Snow settles in state
By KATHY HANKS
Special to The Hays Daily News
Snow began falling Sunday morning in Tribune and by afternoon, 5 inches had been reported in far western Kansas, a Greeley County dispatcher said.
An upper-level storm system was progressing across west-central Kansas on Sunday evening, according to Matt Gerard with Dodge City's National Weather Service.
By 4 p.m., 3 inches of snow had been reported 11 miles northwest of Scott City, Gerard said.
Kansas Department of Transportation crews had been clearing the highways that intersect in Tribune, said Sonja Pratt, a dispatcher with the Greeley County Sheriff's Department. However, both Kansas Highway 27 and Kansas Highway 96 were snow-packed and icy. By late afternoon, winds were reported at 5 to 10 mph, with no blowing snow. With the steady snow, some motorists were reporting sliding around, but no accidents had been reported.
In Leoti, Belinda Oldham, hadn't ventured out of her house Sunday because of the weather. Instead, she was feeling cozy, with a fire going in the fireplace, and watching the snowfall from the window of her home.
While Oldham reported big flakes, she said the roads outside her window in town looked wet rather than snow-packed.
According to Tom Wright, also with Dodge City's National Weather Service, parts of Greeley County could get as much as 9 inches of snow before the storm system moved out of the region today.

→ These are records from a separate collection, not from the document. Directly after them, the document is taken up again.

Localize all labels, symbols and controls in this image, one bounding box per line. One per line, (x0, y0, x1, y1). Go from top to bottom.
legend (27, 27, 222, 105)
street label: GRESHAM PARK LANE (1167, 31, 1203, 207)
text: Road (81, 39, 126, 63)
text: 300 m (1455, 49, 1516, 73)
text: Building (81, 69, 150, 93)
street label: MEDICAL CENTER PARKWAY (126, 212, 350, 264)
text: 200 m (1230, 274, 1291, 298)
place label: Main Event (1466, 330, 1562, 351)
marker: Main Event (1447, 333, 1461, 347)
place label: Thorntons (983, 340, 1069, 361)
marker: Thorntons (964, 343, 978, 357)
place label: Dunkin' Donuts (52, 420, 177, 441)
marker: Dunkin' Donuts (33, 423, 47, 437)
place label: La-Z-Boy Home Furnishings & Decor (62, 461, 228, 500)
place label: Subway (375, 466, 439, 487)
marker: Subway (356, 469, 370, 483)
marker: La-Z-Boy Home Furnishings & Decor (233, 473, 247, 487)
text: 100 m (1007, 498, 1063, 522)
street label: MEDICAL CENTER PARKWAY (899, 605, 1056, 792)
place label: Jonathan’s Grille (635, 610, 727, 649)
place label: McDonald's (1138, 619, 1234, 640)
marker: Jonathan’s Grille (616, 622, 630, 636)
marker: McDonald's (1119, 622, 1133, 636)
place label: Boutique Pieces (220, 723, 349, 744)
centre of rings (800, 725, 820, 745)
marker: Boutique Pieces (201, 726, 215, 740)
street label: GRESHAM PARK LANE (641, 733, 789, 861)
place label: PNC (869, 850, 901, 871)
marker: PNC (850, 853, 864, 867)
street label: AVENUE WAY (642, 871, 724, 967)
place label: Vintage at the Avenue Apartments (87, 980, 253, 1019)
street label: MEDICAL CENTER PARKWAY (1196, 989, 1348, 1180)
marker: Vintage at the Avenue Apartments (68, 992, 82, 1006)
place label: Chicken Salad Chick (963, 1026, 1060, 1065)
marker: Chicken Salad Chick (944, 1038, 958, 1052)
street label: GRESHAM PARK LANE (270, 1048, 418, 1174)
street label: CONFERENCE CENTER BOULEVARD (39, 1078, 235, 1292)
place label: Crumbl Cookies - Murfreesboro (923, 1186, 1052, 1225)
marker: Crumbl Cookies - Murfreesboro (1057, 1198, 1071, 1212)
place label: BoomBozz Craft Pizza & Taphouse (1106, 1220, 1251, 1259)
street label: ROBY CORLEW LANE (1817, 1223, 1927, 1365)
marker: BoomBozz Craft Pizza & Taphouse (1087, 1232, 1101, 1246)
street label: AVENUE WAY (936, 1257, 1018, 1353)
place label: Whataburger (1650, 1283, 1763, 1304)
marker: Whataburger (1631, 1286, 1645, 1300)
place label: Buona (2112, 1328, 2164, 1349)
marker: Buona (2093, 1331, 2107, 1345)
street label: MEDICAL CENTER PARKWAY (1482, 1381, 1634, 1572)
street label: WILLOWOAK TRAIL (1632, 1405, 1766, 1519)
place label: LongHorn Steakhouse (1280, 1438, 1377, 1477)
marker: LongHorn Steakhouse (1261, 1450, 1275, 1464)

Sunday afternoon in Syracuse, Steve Phillips, the local emergency management director, said snowfall had picked up at about noon.
While a winter storm warning had been issued for Greeley and Wichita counties, the storm did not have the potential to be as extreme as the late March blizzard that paralyzed the region.
"It will be nothing like that," Wright said. "That was an extreme that happens every 10 years."
This storm won't have the strong Arctic mass, Wright said. It will be a cold upper low. And while there could be some blowing snow in areas, with reduced visibility, it will not become a blizzard. Travel in some areas will be hazardous because of heavy, wet snow on highways, Wright warned.